Figure 1: Spectrum viewer. Combination of fluorochromes generated using CytExpert for Spectral software.

Similarity Index

Similarity Index of selected fluorochromes 

Figure 2: Similarity Index. Similarity index of selected fluorochromes used in this OMIP with Complexity score of 11.0, generated using CytExpert for Spectral software.

Gating Strategy

Figure 3A shows a representative manual gating strategy used in this panel to delineate the major leukocyte subsets on a liver sample with relevant fluorescence minus one (FMO) control displayed in figure 3B. For an extensive overview of immune subsets, and their respective characterizing markers, please refer to Table 3.

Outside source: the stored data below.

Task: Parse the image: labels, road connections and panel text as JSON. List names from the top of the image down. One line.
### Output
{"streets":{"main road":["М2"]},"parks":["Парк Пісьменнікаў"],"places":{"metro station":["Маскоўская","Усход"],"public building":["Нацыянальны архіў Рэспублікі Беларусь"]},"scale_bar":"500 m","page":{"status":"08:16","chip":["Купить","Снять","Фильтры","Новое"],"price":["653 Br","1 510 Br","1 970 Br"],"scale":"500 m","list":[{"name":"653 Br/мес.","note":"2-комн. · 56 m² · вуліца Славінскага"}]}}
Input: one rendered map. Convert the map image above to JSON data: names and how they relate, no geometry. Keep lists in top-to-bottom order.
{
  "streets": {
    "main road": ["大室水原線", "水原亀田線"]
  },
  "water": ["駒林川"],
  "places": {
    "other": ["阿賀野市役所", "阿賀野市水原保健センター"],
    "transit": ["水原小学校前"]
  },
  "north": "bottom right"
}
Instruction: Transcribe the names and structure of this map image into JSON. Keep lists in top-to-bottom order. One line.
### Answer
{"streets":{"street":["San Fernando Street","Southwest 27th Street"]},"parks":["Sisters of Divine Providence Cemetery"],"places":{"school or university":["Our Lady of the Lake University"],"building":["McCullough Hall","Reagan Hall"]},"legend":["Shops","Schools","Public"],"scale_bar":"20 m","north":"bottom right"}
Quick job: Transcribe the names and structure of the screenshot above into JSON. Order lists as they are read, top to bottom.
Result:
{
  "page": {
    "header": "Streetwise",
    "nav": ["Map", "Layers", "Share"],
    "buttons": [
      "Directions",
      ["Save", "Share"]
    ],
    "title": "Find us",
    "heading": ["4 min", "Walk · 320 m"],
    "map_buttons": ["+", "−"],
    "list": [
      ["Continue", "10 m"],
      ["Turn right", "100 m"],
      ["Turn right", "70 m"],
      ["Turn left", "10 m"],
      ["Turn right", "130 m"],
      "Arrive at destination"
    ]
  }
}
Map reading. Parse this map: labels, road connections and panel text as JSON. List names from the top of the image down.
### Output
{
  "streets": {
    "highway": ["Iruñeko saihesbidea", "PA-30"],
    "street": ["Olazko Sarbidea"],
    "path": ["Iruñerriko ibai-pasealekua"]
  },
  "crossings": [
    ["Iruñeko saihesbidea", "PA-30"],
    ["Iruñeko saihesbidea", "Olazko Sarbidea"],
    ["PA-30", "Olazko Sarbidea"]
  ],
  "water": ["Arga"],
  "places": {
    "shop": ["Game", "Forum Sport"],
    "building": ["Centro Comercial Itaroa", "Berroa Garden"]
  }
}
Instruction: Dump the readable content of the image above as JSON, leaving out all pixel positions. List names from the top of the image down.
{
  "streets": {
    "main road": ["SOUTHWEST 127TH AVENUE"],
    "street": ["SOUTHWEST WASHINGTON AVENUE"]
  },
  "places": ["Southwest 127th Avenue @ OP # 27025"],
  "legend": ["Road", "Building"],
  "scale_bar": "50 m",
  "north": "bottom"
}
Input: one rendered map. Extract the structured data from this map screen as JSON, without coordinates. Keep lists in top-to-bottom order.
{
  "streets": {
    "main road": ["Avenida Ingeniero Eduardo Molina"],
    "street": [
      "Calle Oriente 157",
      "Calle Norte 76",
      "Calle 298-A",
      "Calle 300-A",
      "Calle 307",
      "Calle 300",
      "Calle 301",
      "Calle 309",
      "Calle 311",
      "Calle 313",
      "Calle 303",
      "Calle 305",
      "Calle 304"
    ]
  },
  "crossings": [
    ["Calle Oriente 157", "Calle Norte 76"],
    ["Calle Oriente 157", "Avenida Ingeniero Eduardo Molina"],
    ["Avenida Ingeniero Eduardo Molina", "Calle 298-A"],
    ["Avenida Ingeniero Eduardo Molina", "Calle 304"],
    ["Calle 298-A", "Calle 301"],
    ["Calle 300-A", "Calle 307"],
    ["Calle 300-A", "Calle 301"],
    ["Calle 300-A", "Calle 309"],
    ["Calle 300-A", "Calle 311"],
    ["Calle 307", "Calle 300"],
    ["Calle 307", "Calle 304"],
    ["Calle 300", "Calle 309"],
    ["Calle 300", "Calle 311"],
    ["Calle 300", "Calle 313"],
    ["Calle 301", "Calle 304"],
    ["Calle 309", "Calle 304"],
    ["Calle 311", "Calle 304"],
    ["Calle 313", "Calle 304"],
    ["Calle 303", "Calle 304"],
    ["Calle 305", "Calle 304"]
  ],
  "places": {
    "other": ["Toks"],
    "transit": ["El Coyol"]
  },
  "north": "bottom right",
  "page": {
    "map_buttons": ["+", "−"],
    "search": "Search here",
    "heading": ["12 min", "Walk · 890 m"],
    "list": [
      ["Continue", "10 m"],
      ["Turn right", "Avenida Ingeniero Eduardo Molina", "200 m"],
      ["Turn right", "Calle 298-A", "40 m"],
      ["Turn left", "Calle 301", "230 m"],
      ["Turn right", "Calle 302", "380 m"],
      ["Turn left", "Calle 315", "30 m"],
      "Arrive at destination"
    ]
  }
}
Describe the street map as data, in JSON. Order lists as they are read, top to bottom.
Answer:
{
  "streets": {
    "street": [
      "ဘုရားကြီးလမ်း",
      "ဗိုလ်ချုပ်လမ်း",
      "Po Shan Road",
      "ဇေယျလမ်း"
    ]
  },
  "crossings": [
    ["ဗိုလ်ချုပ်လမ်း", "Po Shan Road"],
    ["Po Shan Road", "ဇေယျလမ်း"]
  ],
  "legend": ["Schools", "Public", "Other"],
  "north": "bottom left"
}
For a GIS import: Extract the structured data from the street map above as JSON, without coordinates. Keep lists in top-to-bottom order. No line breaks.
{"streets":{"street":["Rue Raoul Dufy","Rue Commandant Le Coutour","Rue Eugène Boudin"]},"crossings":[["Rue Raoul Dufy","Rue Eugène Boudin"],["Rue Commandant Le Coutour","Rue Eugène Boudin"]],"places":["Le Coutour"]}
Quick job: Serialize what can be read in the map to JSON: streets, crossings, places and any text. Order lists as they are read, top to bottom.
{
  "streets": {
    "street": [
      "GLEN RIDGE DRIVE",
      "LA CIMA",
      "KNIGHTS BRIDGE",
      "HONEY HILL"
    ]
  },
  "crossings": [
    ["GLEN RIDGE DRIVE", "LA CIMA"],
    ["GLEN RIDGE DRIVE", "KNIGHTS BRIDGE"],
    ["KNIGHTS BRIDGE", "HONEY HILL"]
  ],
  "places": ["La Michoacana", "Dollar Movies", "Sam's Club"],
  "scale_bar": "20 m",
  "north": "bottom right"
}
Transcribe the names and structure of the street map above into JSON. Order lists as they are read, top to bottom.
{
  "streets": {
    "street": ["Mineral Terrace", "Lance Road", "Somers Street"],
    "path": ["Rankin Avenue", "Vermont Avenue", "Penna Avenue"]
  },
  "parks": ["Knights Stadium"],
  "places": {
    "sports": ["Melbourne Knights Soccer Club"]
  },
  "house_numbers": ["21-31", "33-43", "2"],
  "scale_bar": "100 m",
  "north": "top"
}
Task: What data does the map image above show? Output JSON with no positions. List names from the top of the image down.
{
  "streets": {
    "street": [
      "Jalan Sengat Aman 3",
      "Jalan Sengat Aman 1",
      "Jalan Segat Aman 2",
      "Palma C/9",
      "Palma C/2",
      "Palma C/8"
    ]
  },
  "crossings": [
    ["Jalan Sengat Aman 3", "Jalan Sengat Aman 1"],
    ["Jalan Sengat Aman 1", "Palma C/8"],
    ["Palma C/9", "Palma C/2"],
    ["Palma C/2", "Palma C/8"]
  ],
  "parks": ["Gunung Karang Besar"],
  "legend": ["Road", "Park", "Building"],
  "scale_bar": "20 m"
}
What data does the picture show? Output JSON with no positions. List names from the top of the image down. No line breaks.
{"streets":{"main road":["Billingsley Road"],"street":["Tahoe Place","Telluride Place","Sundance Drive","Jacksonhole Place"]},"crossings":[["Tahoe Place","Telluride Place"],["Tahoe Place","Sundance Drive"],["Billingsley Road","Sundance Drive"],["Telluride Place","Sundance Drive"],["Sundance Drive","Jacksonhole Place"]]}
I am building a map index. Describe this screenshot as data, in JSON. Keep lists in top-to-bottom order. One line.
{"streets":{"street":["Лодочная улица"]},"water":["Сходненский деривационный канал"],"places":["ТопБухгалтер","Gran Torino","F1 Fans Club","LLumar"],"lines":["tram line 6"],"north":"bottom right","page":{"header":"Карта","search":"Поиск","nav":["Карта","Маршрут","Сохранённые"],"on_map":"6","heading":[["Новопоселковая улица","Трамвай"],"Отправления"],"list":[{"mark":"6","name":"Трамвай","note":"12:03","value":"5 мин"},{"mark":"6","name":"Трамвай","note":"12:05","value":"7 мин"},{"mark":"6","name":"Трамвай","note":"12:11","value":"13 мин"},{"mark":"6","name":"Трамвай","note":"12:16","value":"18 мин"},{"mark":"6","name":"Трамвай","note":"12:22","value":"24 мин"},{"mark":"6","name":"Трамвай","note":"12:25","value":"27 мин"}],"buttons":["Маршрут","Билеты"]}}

Time gated strategy  Fluorescence minus one control 

Figure 3: Gating strategy. A) A time gate was set to validate the stability of acquisition (not shown) after which debris, doublets and non-viable cells were first excluded, and total tissue leukocytes were next identified as CD45+CD31-. Subsequently, all the major immune cell populations, and their relevant subsets, were identified as displayed. B) Fluorescence minus one control. FMOs measured for activation markers LipidTOX Deep Red, CD63–AlexaFluor 700, CD9–APC-Fire750, CD36–BV570, CCR2–PE-Cy5 and TREM2–PE. Samples were pre-gated on total Mph as shown in (A). FMOs are displayed in orange, stained samples are displayed in blue. Plots were generated using the Cytobank data analysis platform.

Note: In the original OMIP-104 gating strategy, the process involved an initial exclusion of B cells and neutrophils, followed by gating on CD64 and F4/80 to identify macrophages. From the CD64 and F4/80 double negatives, NK cells were then identified by gating on CD11b by NK1.1. However, the approach was revised here, and the gating strategy was adjusted. In the revised approach, after the initial exclusion of B cells and neutrophils, NK cells are first excluded by gating on CD11b by NK1.1. Subsequently, macrophages are identified from the NK1.1 negatives by gating on CD64 and F4/80. This adjustment in the gating strategy does not affect the final data. However, it is noted here to maintain transparency and provide an exact replication of the OMIP-104 gating strategy, should it be required for comparative studies or consistency in methodology.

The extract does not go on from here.